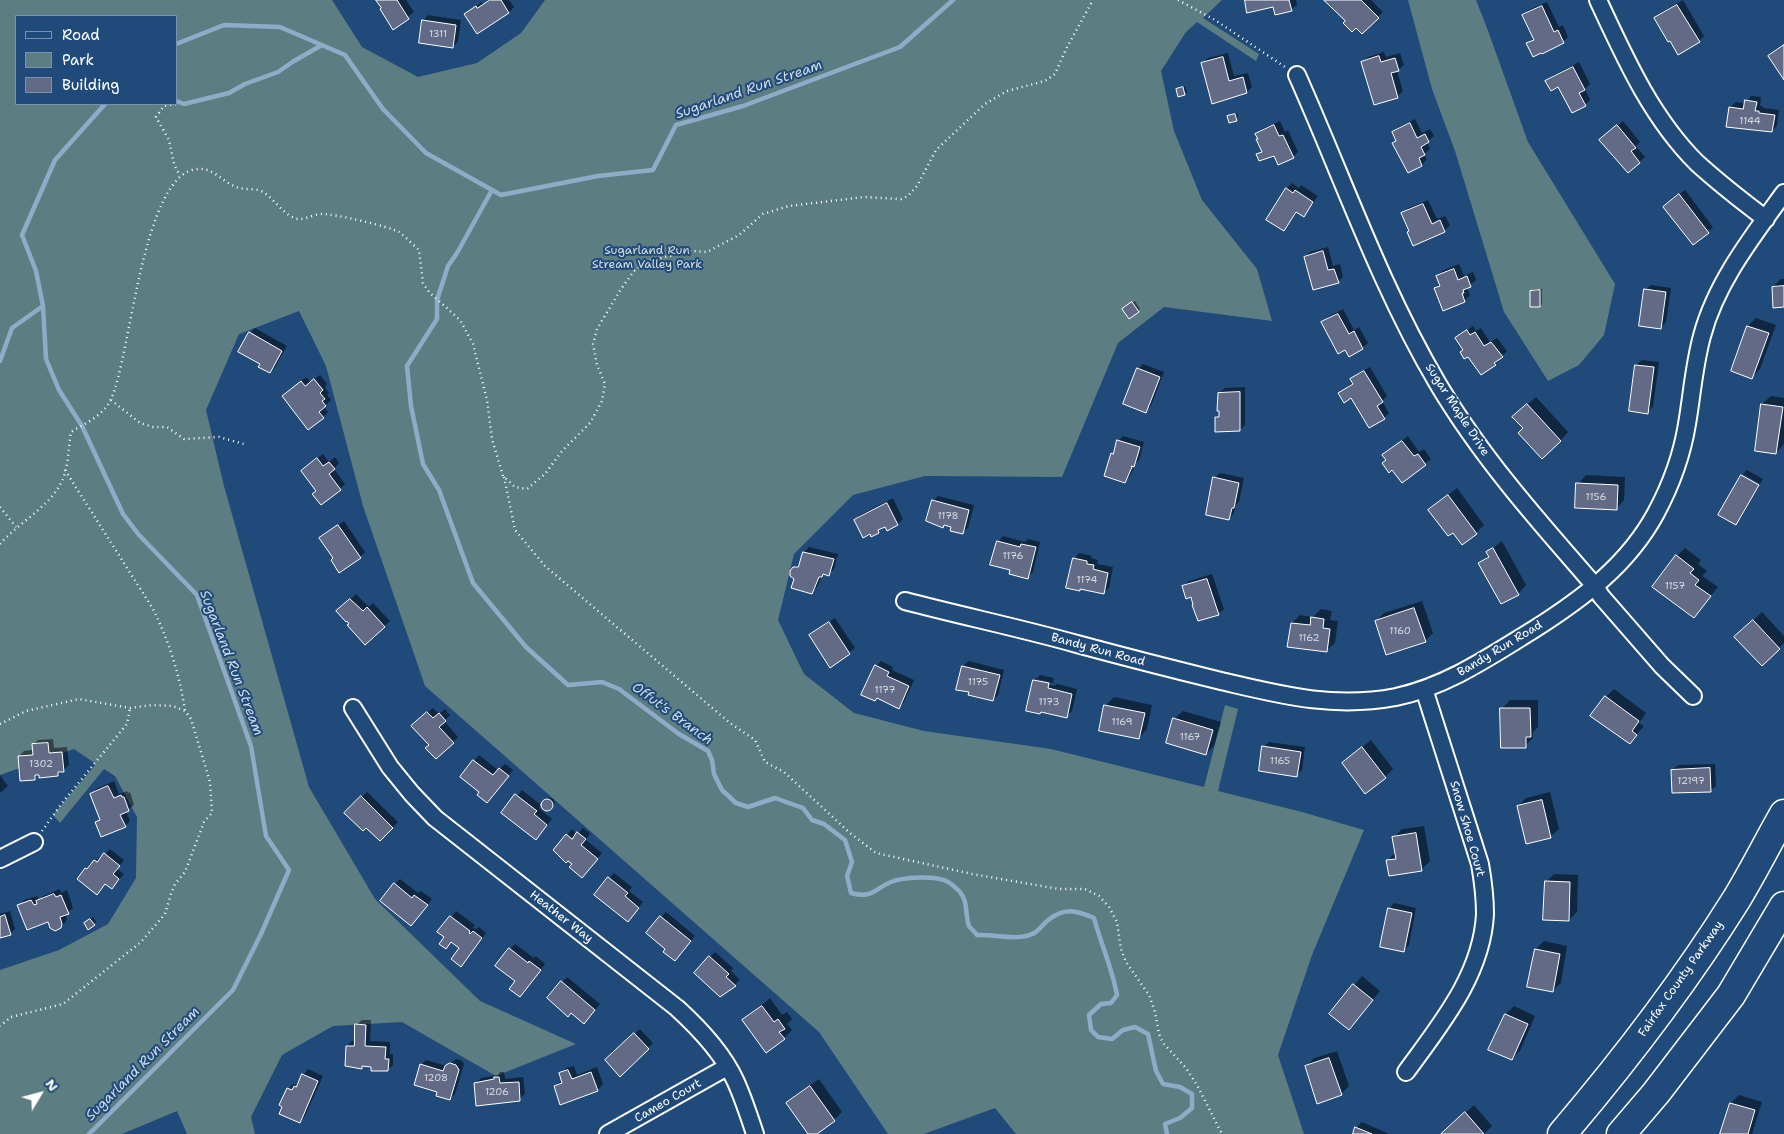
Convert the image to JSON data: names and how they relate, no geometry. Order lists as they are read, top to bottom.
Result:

==

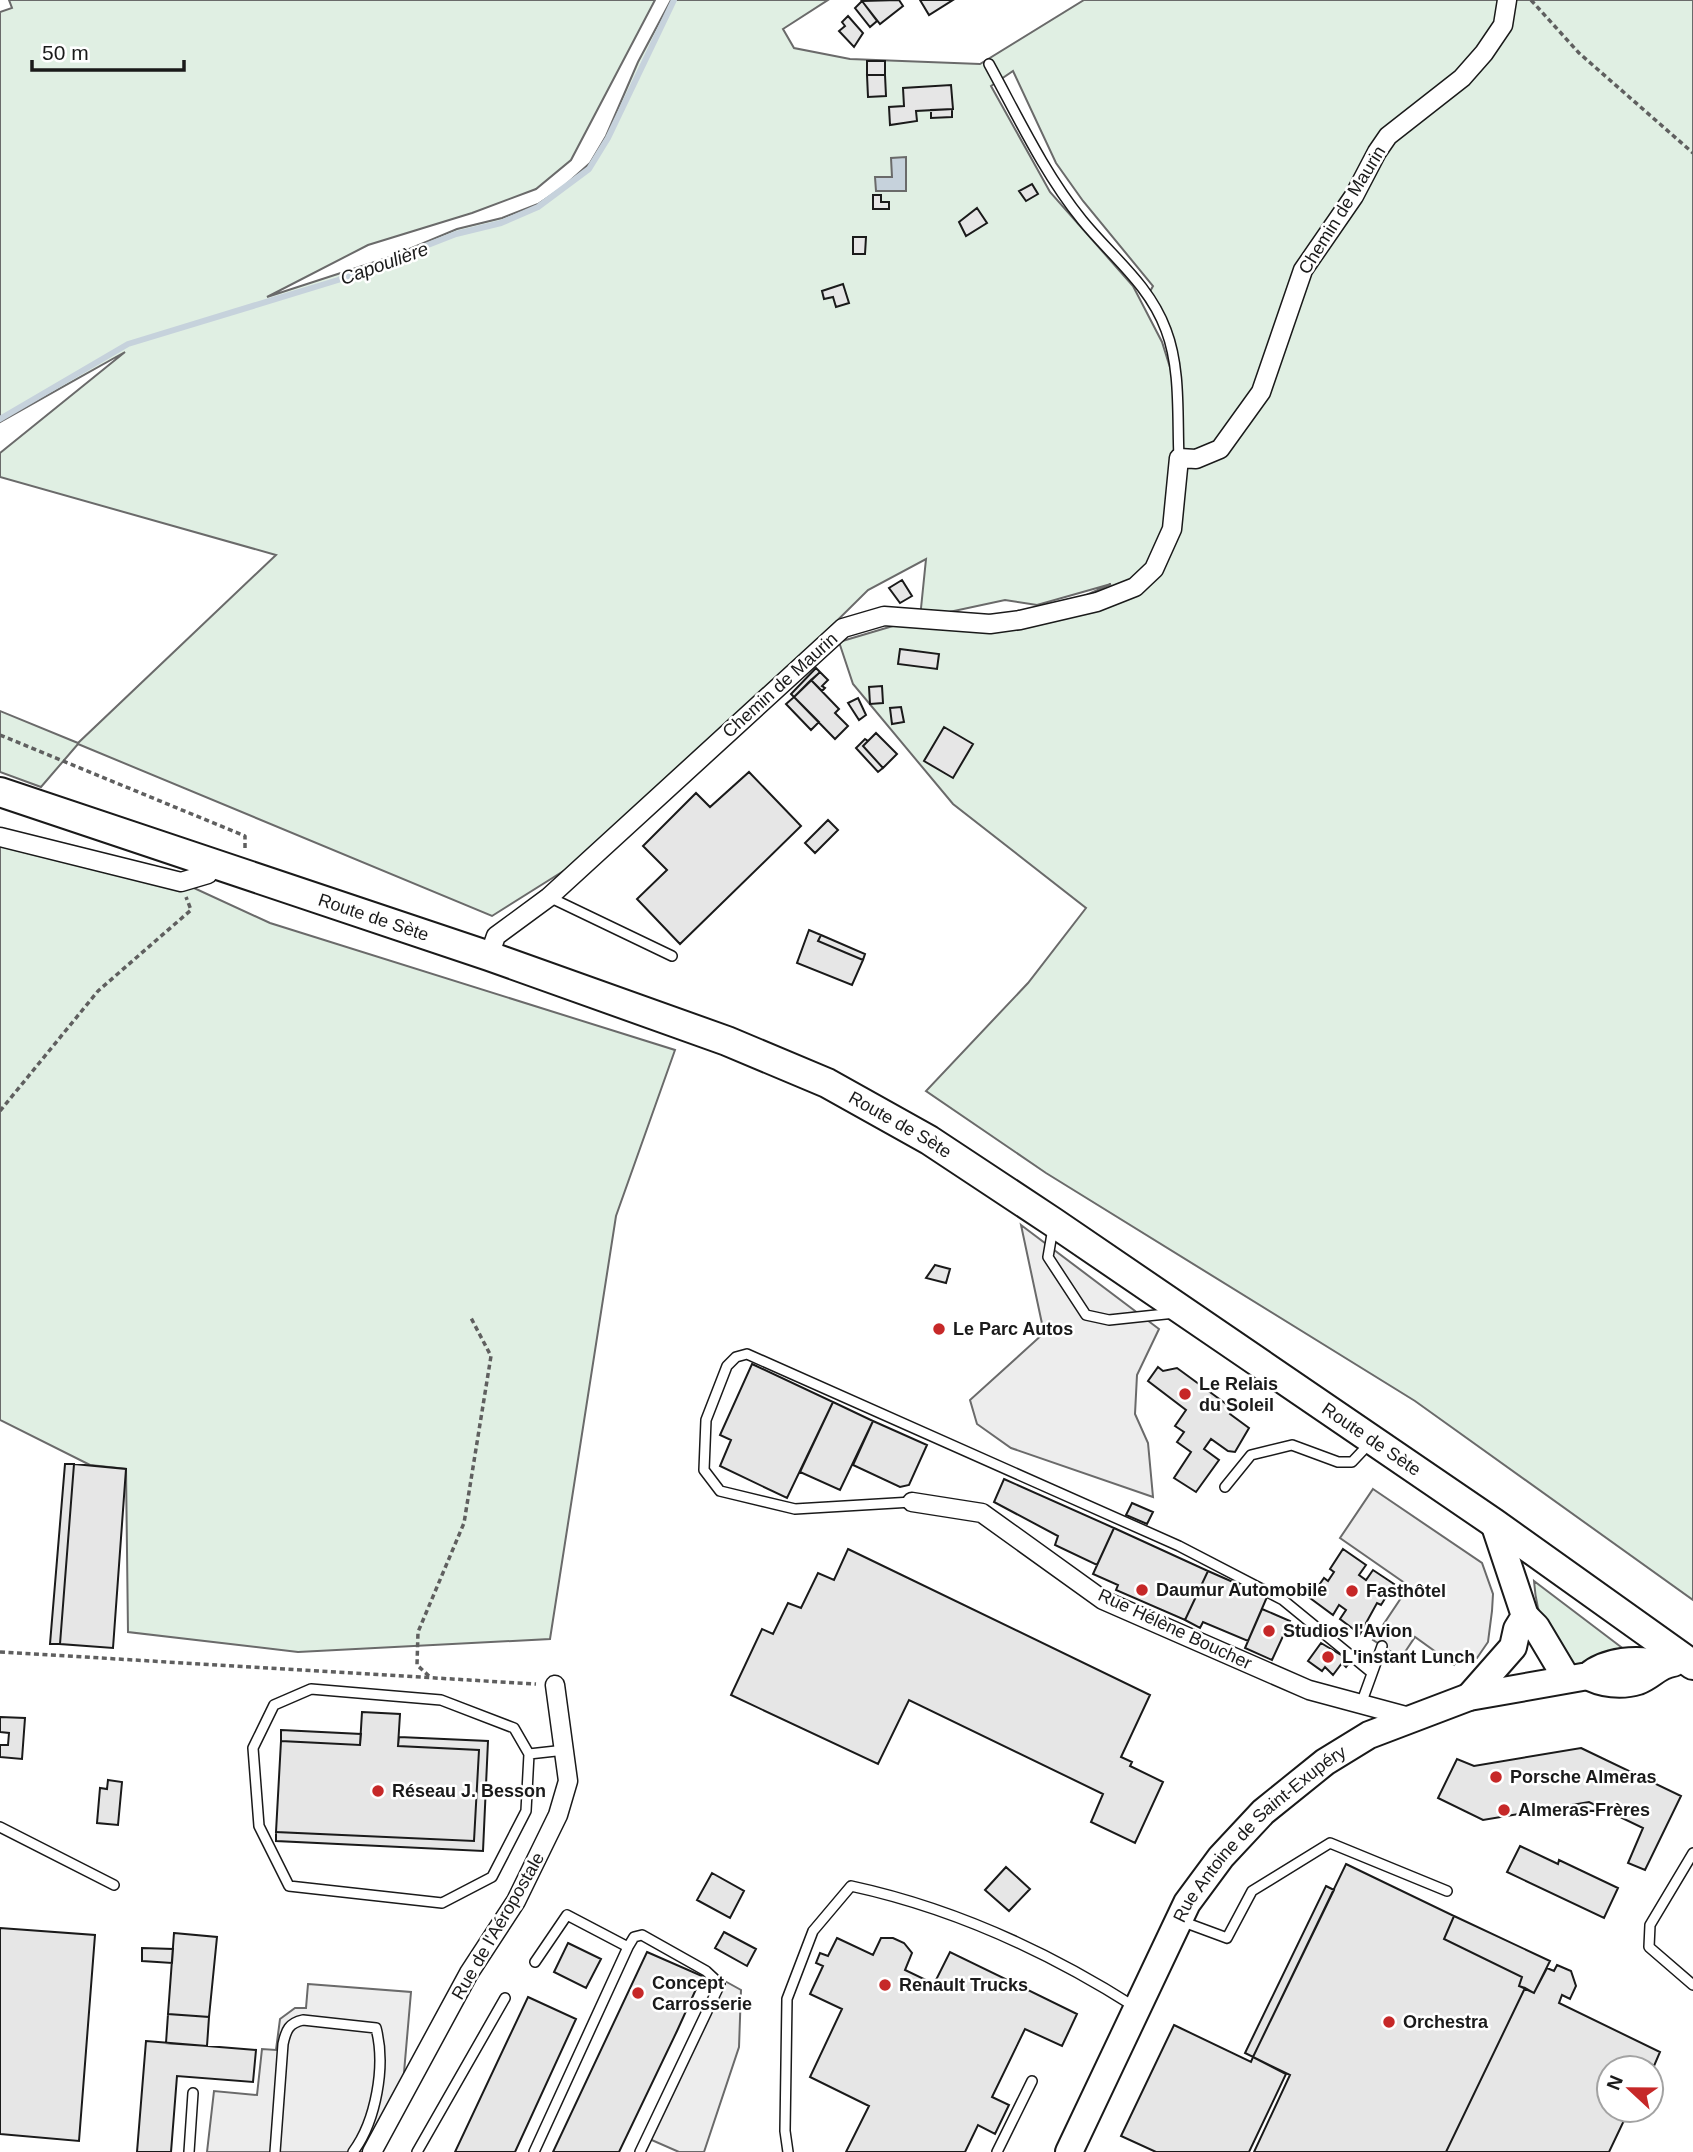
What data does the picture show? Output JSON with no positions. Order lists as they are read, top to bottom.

--

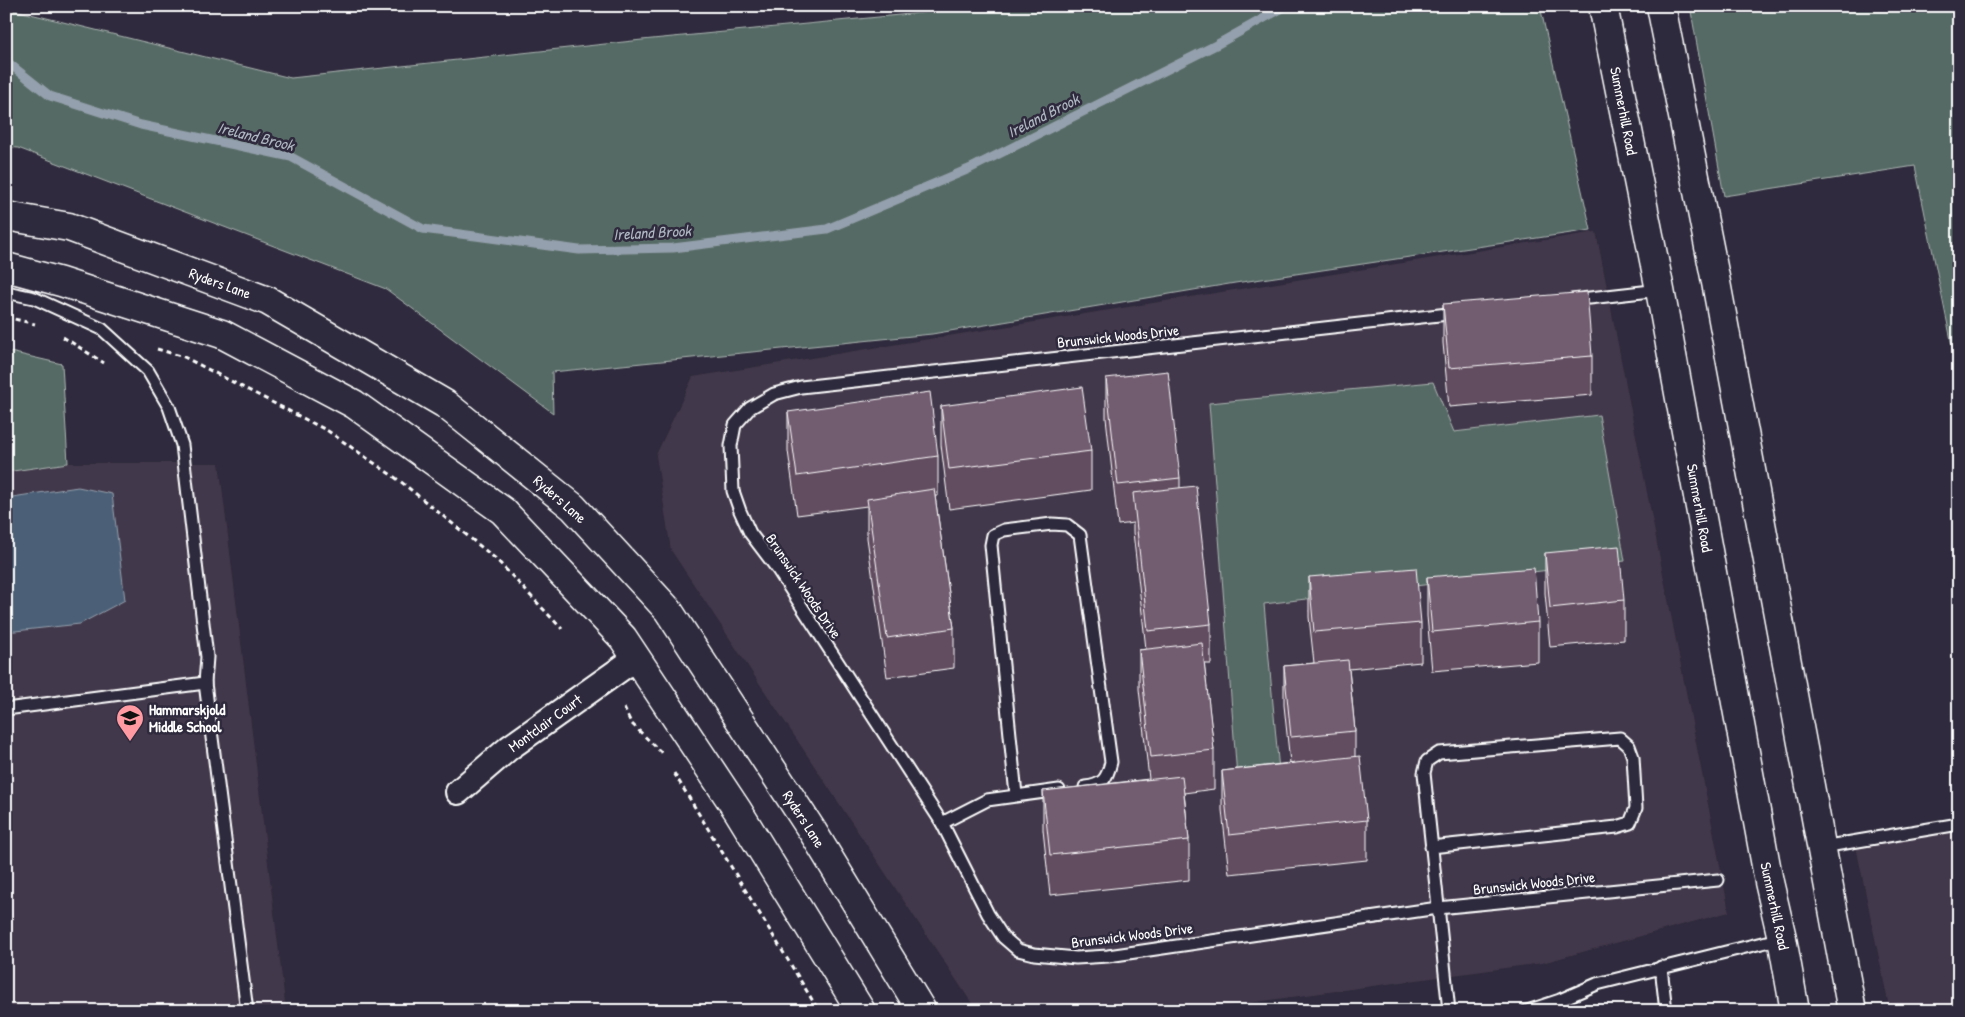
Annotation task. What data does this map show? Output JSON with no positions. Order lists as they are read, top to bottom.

[Exercise goal] Across the whole listing above, state how many lines contain "does". Only the number is wanted.

[Response to the exercise] 2